Tout l’État n’est composé que de trois ordres, ainsi qu’on l’a montré au commencement de cette longue mais nécessaire digression. Nul François qui ne soit membre de l’un de ces trois ordres, par conséquent nul François qui puisse être autre chose qu’ecclésiastique, noble ou du tiers état. Chaque ordre a ses subdivisions ; celui qui est devenu le premier est composé du corps des pasteurs du premier et du second ordre, des chapitres du clergé séculier, et du régulier qui se divise encore en ordres et en communautés différentes. Il en est de même de l’ordre de la noblesse et de celui du tiers état. Avec cette démonstration, comment se peut-il entendre qu’une cour de justice qui, par son essence, n’est ni du premier ni du second ordre, et qui n’est établie que pour juger les causes des particuliers, puisse être le premier corps de l’État ? Voilà une exclusion dont l’évidence frappe.

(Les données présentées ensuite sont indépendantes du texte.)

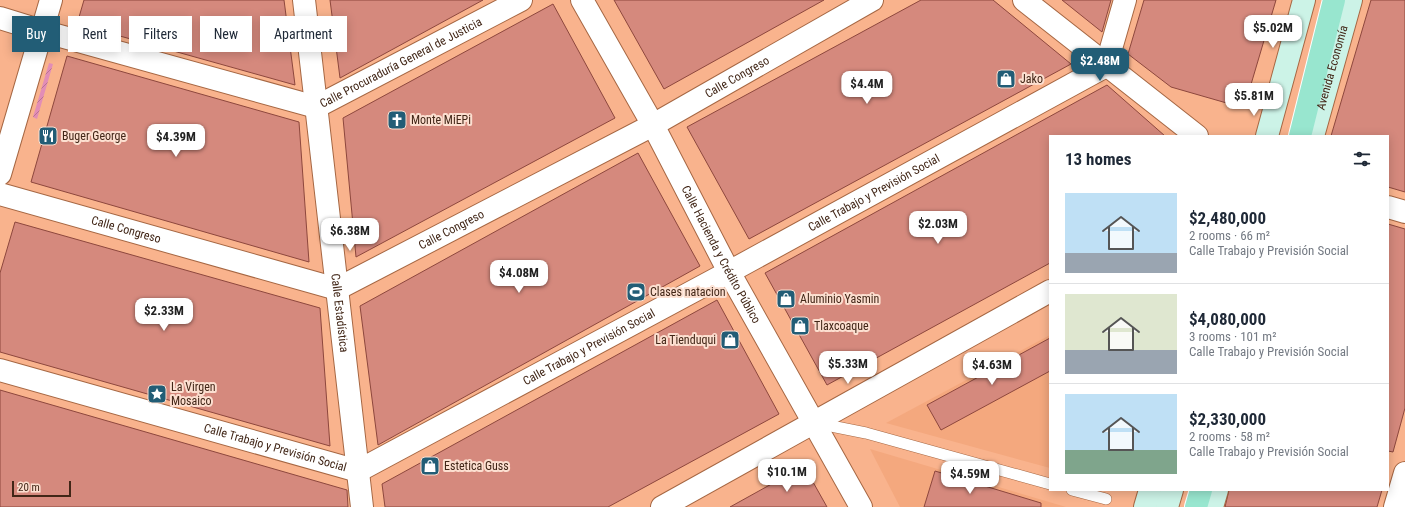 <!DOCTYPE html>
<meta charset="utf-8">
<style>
:root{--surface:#fff;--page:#f6f6f7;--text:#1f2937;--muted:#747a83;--line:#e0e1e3;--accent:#225d76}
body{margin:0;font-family:"Roboto Condensed",sans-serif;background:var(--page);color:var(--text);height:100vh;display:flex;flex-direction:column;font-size:15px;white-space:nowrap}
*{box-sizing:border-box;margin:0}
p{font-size:13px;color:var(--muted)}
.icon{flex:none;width:22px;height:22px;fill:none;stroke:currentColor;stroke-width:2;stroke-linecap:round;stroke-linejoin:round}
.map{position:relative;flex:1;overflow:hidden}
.side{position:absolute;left:1049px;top:135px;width:340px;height:356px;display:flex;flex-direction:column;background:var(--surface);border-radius:0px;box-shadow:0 2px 10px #0003}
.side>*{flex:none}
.banner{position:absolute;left:12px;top:16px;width:380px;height:36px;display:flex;gap:8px}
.scale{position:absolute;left:12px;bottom:10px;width:59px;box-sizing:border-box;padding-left:4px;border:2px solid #412617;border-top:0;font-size:11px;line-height:14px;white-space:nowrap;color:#412617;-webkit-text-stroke:3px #fcdfd0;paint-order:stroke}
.price{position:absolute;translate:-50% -34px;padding:0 9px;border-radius:8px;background:#fff;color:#222;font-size:13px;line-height:26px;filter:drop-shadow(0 1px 2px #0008)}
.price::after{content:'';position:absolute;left:50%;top:24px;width:12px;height:9px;margin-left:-6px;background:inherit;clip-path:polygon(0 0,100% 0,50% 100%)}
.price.current{background:var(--accent);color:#fff}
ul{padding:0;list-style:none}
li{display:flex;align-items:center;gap:12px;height:100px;padding:0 16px}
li+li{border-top:1px solid var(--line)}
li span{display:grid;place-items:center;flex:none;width:112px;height:80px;border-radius:0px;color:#555}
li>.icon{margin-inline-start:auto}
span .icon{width:48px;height:48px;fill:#fffc;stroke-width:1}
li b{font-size:17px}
h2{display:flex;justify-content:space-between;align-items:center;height:48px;padding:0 16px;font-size:17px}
.chip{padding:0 14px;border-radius:0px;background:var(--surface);box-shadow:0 2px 10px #0003;font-size:14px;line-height:36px}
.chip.current{background:var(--accent);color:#fff}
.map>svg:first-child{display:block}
.built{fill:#f4a87e}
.garden{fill:url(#garden-furrows)}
.building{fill:#d5897d;stroke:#8d473d}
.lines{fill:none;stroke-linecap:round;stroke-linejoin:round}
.lane-casing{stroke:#a66743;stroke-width:12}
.street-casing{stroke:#a66743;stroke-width:24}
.secondary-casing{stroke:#a66743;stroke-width:24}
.primary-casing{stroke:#fff;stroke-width:24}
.lane{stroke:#fff;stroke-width:11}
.street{stroke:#fff;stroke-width:22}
.secondary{stroke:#ccf3e7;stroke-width:22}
.primary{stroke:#98e6cf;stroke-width:22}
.labels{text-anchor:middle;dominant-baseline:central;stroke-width:4;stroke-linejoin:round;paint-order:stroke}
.street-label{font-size:12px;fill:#412617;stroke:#fcdfd0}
.poi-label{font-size:12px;fill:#412617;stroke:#fcdfd0;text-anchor:start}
</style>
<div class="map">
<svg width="1405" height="507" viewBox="0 0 1405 507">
<defs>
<pattern id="garden-furrows" width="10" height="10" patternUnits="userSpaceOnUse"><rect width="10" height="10" fill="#e28db6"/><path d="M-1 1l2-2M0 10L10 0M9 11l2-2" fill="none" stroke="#b97393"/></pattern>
</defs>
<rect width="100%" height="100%" fill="#f9b38d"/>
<g class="built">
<polygon points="1050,335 1050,468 886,423"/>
<polygon points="870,449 1066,507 900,507"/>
</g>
<polygon class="garden" points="49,63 53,64 37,119 33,117"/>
<g class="building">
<polygon points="84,0 284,0 295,85 77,24"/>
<polygon points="330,0 483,0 340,78"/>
<polygon points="614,0 824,0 664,89"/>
<polygon points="921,0 993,0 1071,64 749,239 687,127"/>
<polygon points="1062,0 1111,0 1102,32"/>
<polygon points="1144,0 1276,0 1244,108 1171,87 1128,54"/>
<polygon points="1371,0 1405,0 1405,192 1388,187 1388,136 1331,136"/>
<polygon points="553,4 615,118 356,257 343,118"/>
<polygon points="67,56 299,122 309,262 31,182"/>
<polygon points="1107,85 1165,136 1050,136 1050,263 827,385 765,273"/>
<polygon points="638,153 700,266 378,445 360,306"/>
<polygon points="15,222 320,308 330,446 0,352 0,273"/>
<polygon points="1388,224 1405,229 1405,408 1393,452 1388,451"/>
<polygon points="717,300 779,414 608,507 385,507 382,484"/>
<polygon points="1050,338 1050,371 941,430 927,405"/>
<polygon points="0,390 347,490 348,507 0,507"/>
<polygon points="804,466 827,507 730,507"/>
<polygon points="935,471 1041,503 1041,507 924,507"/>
<polygon points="1229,490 1382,490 1377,507 1225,507"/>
</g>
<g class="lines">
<g class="lane-casing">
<g id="lane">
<polyline points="816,423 866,433 1050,484"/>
<polyline points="1072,490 1106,499"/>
</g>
</g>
<g class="street-casing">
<g id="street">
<path id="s1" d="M304,0L362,507"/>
<path id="s2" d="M582,0L653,125L729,272L861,507"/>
<polyline points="1024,0 1197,136"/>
<path id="s3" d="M0,18L42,31L316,107L521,0"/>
<polyline points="0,174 51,0"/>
<path id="s4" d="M0,194L337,289L653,125L872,0"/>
<polyline points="1388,207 1405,212"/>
<path id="s5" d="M0,370L358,471L729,272L1106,66L1125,0"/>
<polyline points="662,507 1050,291"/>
<polyline points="1395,507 1405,473"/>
</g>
</g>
<g class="secondary-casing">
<g id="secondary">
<polyline points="1267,136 1304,0"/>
<path id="s6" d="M1313,136L1351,0"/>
<polyline points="1145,507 1150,490"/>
<polyline points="1167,507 1172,490"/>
<polyline points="1212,507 1217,490"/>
</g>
</g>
<g class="primary-casing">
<g id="primary">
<polyline points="1300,136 1334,0"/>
<polyline points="1196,507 1201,490"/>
</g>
</g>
<use href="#lane" class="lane"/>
<use href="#street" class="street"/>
<use href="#secondary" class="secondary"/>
<use href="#primary" class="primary"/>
</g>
<defs>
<g id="shop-square" transform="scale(1)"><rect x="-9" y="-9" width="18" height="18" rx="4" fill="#225d76" stroke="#fcdfd0"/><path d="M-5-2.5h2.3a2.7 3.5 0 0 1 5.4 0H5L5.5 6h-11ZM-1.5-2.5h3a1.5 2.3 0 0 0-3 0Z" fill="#fff"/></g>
<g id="church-square" transform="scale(1)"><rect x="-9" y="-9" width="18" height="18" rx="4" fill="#225d76" stroke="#fcdfd0"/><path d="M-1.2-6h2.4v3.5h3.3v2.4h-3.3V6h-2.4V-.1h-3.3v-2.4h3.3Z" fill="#fff"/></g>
<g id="restaurant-square" transform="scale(1)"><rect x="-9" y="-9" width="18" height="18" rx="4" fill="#225d76" stroke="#fcdfd0"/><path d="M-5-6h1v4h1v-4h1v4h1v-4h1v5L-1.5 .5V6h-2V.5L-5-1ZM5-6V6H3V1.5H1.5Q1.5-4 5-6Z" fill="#fff"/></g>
<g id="stadium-square" transform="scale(1)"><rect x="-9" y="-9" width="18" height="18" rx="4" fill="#225d76" stroke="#fcdfd0"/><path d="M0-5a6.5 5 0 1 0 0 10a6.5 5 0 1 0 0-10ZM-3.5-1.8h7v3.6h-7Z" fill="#fff"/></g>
<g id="sight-square" transform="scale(1)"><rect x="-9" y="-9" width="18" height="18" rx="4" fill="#225d76" stroke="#fcdfd0"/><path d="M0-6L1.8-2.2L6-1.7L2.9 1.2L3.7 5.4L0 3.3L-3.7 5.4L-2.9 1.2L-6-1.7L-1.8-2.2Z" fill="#fff"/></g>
</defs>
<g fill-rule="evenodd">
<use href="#shop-square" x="1006" y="79"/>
<use href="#church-square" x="397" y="120"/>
<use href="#restaurant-square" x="48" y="136"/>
<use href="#stadium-square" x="636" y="292"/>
<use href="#shop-square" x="786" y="299"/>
<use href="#shop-square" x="800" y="326"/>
<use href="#shop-square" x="730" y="340"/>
<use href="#sight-square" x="157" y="394"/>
<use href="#shop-square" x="430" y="466"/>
</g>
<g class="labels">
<g class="street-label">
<text stroke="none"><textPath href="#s3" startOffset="424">Calle Procuraduría General de Justicia</textPath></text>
<text stroke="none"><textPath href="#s6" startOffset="71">Avenida Economía</textPath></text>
<text stroke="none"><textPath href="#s4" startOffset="803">Calle Congreso</textPath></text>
<text stroke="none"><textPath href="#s5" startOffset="958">Calle Trabajo y Previsión Social</textPath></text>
<text stroke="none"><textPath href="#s4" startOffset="131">Calle Congreso</textPath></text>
<text stroke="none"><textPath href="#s4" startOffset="479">Calle Congreso</textPath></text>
<text stroke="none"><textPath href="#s2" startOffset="290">Calle Hacienda y Crédito Público</textPath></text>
<text stroke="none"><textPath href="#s1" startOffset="315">Calle Estadística</textPath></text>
<text stroke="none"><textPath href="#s5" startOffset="634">Calle Trabajo y Previsión Social</textPath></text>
<text stroke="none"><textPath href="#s5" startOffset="286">Calle Trabajo y Previsión Social</textPath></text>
</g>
<g class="poi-label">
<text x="1020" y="79">Jako</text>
<text x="411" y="120">Monte MiEPi</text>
<text x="62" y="136">Buger George</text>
<text x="650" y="292">Clases natacion</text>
<text x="800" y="299">Aluminio Yasmin</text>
<text x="814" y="326">Tlaxcoaque</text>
<text x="716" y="340" text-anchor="end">La Tienduqui</text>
<text x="171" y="387">La Virgen<tspan x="171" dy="14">Mosaico</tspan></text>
<text x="444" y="466">Estetica Guss</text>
</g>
</g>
</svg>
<div class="scale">20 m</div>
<b class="price" style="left:1273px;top:49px">$5.02M</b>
<b class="price current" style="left:1100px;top:82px">$2.48M</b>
<b class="price" style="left:867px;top:105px">$4.4M</b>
<b class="price" style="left:1254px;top:117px">$5.81M</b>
<b class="price" style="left:176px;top:158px">$4.39M</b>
<b class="price" style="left:938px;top:245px">$2.03M</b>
<b class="price" style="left:350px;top:252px">$6.38M</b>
<b class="price" style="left:519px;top:294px">$4.08M</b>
<b class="price" style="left:164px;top:332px">$2.33M</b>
<b class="price" style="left:848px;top:385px">$5.33M</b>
<b class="price" style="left:992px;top:386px">$4.63M</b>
<b class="price" style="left:787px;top:493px">$10.1M</b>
<b class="price" style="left:970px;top:495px">$4.59M</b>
<div class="banner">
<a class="chip current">Buy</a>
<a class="chip">Rent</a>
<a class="chip">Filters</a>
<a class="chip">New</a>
<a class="chip">Apartment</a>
</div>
<section class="side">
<h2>13 homes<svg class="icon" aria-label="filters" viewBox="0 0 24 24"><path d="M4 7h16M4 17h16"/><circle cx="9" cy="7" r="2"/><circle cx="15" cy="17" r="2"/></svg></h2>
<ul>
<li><span style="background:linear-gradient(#bfe0f5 75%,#9aa5b1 0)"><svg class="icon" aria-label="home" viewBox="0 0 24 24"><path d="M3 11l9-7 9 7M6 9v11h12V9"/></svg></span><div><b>$2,480,000</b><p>2 rooms · 66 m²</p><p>Calle Trabajo y Previsión Social</p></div></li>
<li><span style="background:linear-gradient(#dfe7d0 70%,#9aa5b1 0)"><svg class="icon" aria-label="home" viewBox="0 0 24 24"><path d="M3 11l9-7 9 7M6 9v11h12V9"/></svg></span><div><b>$4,080,000</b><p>3 rooms · 101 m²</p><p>Calle Trabajo y Previsión Social</p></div></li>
<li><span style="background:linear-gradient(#bfe0f5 70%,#7fa58c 0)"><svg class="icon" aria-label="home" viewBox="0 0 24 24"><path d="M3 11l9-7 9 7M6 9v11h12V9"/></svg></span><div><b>$2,330,000</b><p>2 rooms · 58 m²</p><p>Calle Trabajo y Previsión Social</p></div></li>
</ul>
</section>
</div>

On ne peut comprendre comment un corps du tiers état se met au-dessus de ces trois ordres, si on a jamais su que la partie ne peut être plus grande que son tout, et que le tiers état dont le parlement fait partie, non seulement ne précède pas les deux autres, ordres, et que de cela même il est connu sous le nom de tiers état, mais qu’il ne leur est pas égal et leur est inférieur en quantité de choses très marquées. Ce raisonnement seul devroit suffire, mais la chicane maîtresse des cavillations, et féconde en refaites, veut être forcée dans ses retranchements.

Je n’en vois ici que deux, l’un que le parlement ne soit pas du tiers ordre ; l’autre qu’il soit autre qu’une simple cour de justice. Ce seroit revenir sur ses pas par une ennuyeuse

  1. Passage omis par les précédents éditeurs depuis C’est ce qui m’a obligé.